Their first EP, Blind Contour, released in 2017 is a concept record on the lifespan of a relationship until its end. Now, on Makeshift Future, they shift their focus. The album’s theme is clearly stated at the beginning, says vocalist and pianist Mara Nesrallah. “Makeshift Future is the title track, and that first track is the thesis of the entire album, which is questioning how we are going to move through our lives. When you're not met with a certain vision, if that doesn't manifest, or if there's a different truth or reality, then how are you to move through that challenge?”
Vocals are shared between Nesrallah, multi-instrumentalist Tiffany Wu, and guitarist Justin Orok, whose respective songwriting contributions make up the bulk of the album. The distinct vocal character and contrasting songwriting styles of each musician enhance the overall narrative.

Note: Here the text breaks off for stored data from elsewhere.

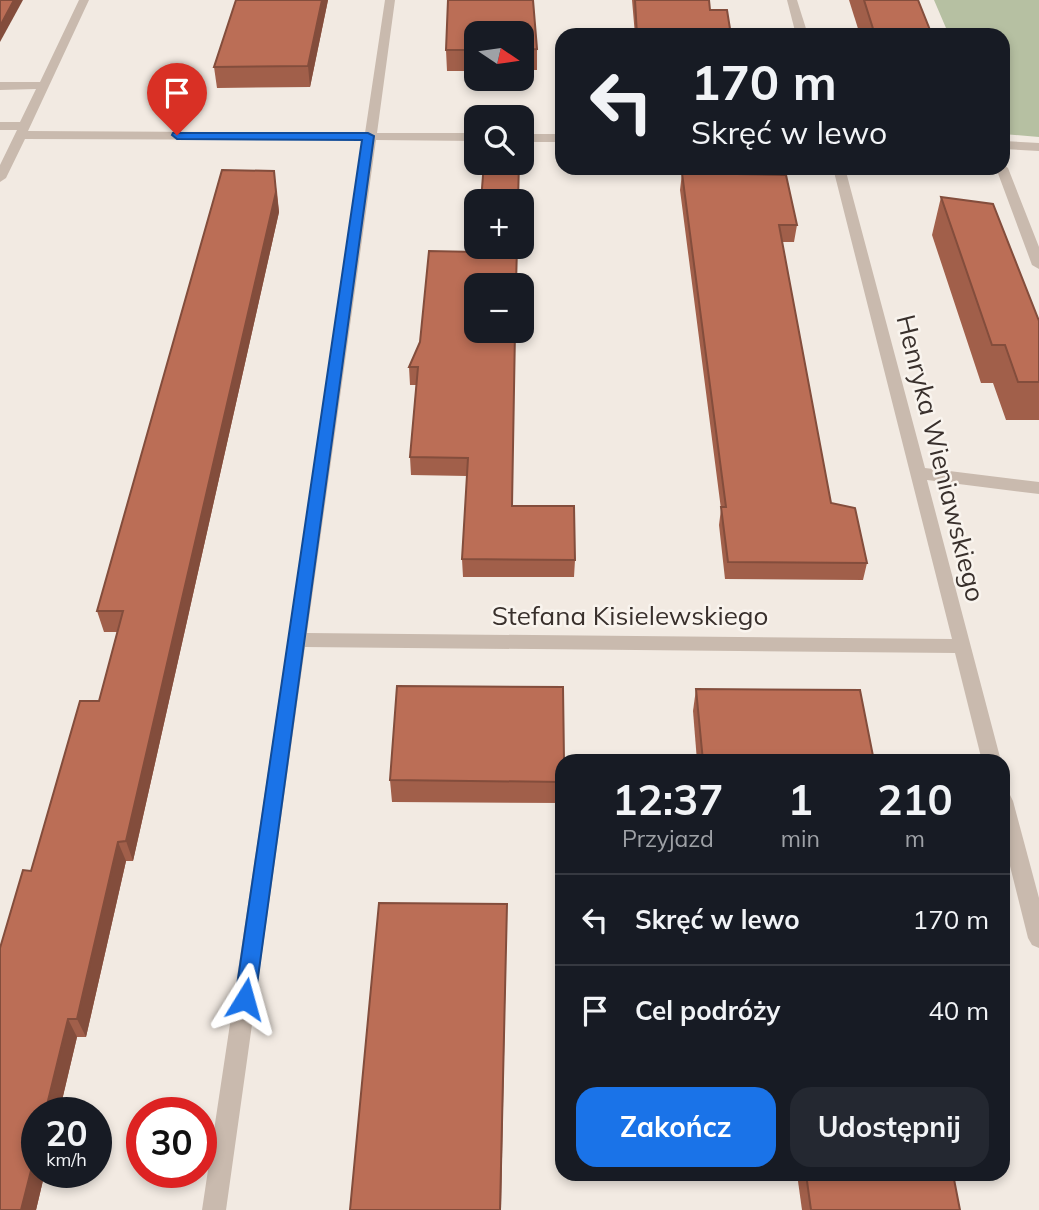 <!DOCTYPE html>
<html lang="pl">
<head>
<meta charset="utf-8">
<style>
	body { margin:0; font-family:Mulish,sans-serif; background:#242831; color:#f1f3f6; height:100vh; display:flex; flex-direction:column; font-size:26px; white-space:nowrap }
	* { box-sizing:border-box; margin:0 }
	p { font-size:23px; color:#9ea1a6 }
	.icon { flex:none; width:38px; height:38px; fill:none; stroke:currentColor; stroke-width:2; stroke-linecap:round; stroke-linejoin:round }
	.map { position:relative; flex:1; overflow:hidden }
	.drawer { position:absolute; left:555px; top:754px; width:455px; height:427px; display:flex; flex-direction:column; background:#171b24; border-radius:21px; box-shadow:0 4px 10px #0003 }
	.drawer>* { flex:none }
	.hud { position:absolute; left:555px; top:28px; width:455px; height:147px; border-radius:21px; box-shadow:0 4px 10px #0003; background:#171b24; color:#f1f3f6; overflow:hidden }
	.needle { width:46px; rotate:103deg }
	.fabs { position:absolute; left:464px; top:21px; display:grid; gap:14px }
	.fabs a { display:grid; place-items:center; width:70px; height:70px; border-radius:14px; background:#171b24; box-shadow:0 4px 10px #0003; font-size:35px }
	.speed { position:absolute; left:21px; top:1097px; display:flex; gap:14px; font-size:35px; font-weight:700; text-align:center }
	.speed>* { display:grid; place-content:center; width:91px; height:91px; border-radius:50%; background:#171b24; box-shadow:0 4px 10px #0003; line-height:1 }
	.speed small { font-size:18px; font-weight:400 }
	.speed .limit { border:10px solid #d22; background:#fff; color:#111 }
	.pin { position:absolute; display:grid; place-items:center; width:60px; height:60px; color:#fff; margin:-72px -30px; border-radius:50% 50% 50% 0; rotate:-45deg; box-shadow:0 0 7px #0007 }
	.pin .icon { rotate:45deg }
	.me { position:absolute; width:77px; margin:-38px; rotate:8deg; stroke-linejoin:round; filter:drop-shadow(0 0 5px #0008) }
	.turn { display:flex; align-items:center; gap:24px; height:147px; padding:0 21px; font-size:32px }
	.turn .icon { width:91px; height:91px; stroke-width:2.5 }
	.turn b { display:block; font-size:49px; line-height:60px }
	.eta { display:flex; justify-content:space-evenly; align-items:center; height:119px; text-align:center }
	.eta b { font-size:42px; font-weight:700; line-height:49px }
	.button { display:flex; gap:14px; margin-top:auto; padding:14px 21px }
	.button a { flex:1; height:80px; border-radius:21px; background:#1a73e8; color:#fff; font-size:28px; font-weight:700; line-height:80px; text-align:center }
	.button a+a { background:#242831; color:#f1f3f6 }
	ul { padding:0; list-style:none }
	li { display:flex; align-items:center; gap:21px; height:91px; padding:0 21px; border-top:2px solid #363941 }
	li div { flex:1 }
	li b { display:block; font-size:26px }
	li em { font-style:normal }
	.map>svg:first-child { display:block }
</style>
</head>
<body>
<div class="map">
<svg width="1039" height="1210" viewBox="0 0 1039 1210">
	<rect width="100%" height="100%" fill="#f2eae2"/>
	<!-- green -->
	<polygon fill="#b6c0a2" points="934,0 1039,0 1039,137 1003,134 1003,35 949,35"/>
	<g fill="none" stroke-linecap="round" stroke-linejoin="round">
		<!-- minor -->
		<g fill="#c9baae" fill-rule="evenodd">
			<polygon points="79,0 89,0 28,131 365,133 385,0 395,0 377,133 476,133 476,141 376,140 307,633 952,639 833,168 845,168 925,468 1039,482 1039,494 927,480 1001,761 982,761 955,653 305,647 226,1210 202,1210 363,140 25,139 6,178 0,182 0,165 17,130 0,130 0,122 20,122 36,89 0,90 0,82 40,82"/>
			<polygon points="787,0 797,0 808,35 796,35"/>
			<rect x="522" y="134" width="40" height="8"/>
			<polygon points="1003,141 1039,143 1039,151 1003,149"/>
			<polygon points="1003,164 1008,168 1039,247 1039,269 1032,265 996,168 1003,168"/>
			<polygon points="1003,793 1010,795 1013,801 1039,898 1039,948 1032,945 1028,938 1003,838"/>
		</g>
	</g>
	<!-- wall -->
	<g fill="#a15f4a">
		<polygon points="236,0 328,0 310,87 217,88 214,67"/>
		<polygon points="448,0 533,0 537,49 537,70 522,70 522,33 476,33 476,71 447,71 446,50"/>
		<polygon points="632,0 709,0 710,10 731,35 635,35"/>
		<polygon points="849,0 918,0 932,35 860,35"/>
		<polygon points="682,173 797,225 794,242 782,242 831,503 867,563 863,580 725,579 719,525 721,509 680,190"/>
		<polygon points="277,191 279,212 133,861 126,861 86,1037 77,1037 59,1113 37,1113 45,1172 36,1210 0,1210 31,871 99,701 117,632 104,632 97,611"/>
		<polygon points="941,197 1039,321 1039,420 1006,420 993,383 981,383 932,235"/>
		<polygon points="420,342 512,506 575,560 574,577 463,577 462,559 467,476 411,475 410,457 416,385 410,385 409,367"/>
		<polygon points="696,689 874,761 697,761 693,711"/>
		<polygon points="562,761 562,803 392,802 390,780"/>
		<polygon points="797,1174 953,1174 960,1210 802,1210"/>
	</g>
	<!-- shaded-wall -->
	<g fill="#834d3c">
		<polygon points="14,0 23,0 0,42 0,26"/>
		<polygon points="322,0 328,0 310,87 308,66"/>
		<polygon points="274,171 279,212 133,861 126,841"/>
		<polygon points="118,842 126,861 86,1037 77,1019"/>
		<polygon points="507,904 501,1210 500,1210"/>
		<polygon points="68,1019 77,1037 59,1113 45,1113"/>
		<polygon points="37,1147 37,1172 45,1172 36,1210 21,1210"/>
	</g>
	<!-- building -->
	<g fill="#bb6e56" stroke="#834d3c" stroke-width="2">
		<polygon points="0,0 14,0 0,26"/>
		<polygon points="236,0 322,0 308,66 214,67"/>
		<polygon points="448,0 533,0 537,49 522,50 522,33 476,33 476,50 446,50"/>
		<polygon points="635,0 709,0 710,10 727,10 731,35 637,35"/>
		<polygon points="864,0 918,0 932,35 875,35"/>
		<polygon points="484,163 519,163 518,201 481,201"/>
		<polygon points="222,170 274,171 276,192 126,841 118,842 77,1019 68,1019 45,1113 37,1113 37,1147 21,1210 0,1210 0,948 23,870 31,871 80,701 99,701 123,611 97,611"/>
		<polygon points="682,173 786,175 797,225 779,225 831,503 855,508 867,563 728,562 721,507 726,507"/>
		<polygon points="941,197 993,204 1039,321 1039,382 1018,382 1005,345 992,345"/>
		<polygon points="478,247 517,247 516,285 476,285 476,331 515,331 512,506 574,506 575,560 462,559 468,458 410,457 418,367 409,367 420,342 429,251 477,252"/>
		<polygon points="397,686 563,687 564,761 562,761 562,782 390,780"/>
		<polygon points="696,689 860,690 874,761 703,761"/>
		<polygon points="379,903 507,904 500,1210 350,1210"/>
		<polygon points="806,1174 953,1174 960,1210 811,1210"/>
	</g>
	<!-- route -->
	<polygon fill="#1a73e8" stroke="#114b97" stroke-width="2" points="173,133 368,133 374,136 255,999 252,1005 245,1008 238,1005 235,999 362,140 177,139 172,135"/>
	<g text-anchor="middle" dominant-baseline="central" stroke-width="5" stroke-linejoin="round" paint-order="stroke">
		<!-- street labels -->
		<g font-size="26" fill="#39302c" stroke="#f9f4ee">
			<text transform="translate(941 458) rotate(76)">Henryka Wieniawskiego</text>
			<text x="630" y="615">Stefana Kisielewskiego</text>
		</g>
	</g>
</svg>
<div class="fabs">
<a><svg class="needle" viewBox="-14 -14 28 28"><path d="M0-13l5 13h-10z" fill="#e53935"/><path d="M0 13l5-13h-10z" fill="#9ea1a6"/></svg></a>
<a><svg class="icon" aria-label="search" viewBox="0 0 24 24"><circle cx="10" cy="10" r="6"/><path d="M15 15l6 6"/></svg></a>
<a>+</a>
<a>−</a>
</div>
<div class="speed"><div>20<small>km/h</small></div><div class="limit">30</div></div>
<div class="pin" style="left:177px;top:135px;background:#d93025"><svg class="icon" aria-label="arrive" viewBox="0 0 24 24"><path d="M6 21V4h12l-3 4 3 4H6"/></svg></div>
<svg class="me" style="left:245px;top:999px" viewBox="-20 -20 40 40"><path d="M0-17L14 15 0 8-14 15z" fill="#1a73e8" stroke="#fff" stroke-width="4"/></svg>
<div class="hud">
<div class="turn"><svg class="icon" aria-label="left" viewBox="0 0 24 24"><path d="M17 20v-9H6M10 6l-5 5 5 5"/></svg><div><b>170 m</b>Skręć w lewo</div></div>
</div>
<section class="drawer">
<div class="eta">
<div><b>12:37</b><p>Przyjazd</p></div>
<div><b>1</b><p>min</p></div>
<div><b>210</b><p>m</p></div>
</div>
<ul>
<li><svg class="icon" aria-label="left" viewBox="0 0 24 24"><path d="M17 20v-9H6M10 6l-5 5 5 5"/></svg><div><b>Skręć w lewo</b></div><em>170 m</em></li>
<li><svg class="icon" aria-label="arrive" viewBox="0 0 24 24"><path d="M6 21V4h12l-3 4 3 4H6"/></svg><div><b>Cel podróży</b></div><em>40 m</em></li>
</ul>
<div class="button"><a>Zakończ</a><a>Udostępnij</a></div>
</section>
</div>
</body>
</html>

Orok imagines the plight of a bird searching for its lost mate on “Wild Birds Unlimited,” a kind of ominous children’s song. Later, on “Paintlounge,” Wu sings of strangers at a community art class secretly hoping to form a deeper connection. Bolstering these narratives is a lush musical backdrop that swells slowly and intentionally with tender sounds by clarinetist Naomi McCarroll-Butler, violinist Andrew Chung, and guest musicians Liam Cole on percussion and Ben Heard on upright bass. On the record’s anthemic closing track, “Meadows,” the band improvises over a meditative guitar pattern and rippling brushes from Cole’s drum kit. A cathartic melody gives way to guitar harmonics and flute fluttering above the lowest bowed string of Heard’s upright bass.
The album was recorded last summer, a premonition, perhaps, of a moment in which we’d need a resource to understand uncertainty. Change comes swiftly, usually without concern. How do we adapt and move through? Makeshift Future allows the band, and its listeners, to remain so ardently present in their music and in life itself, open to whatever comes next.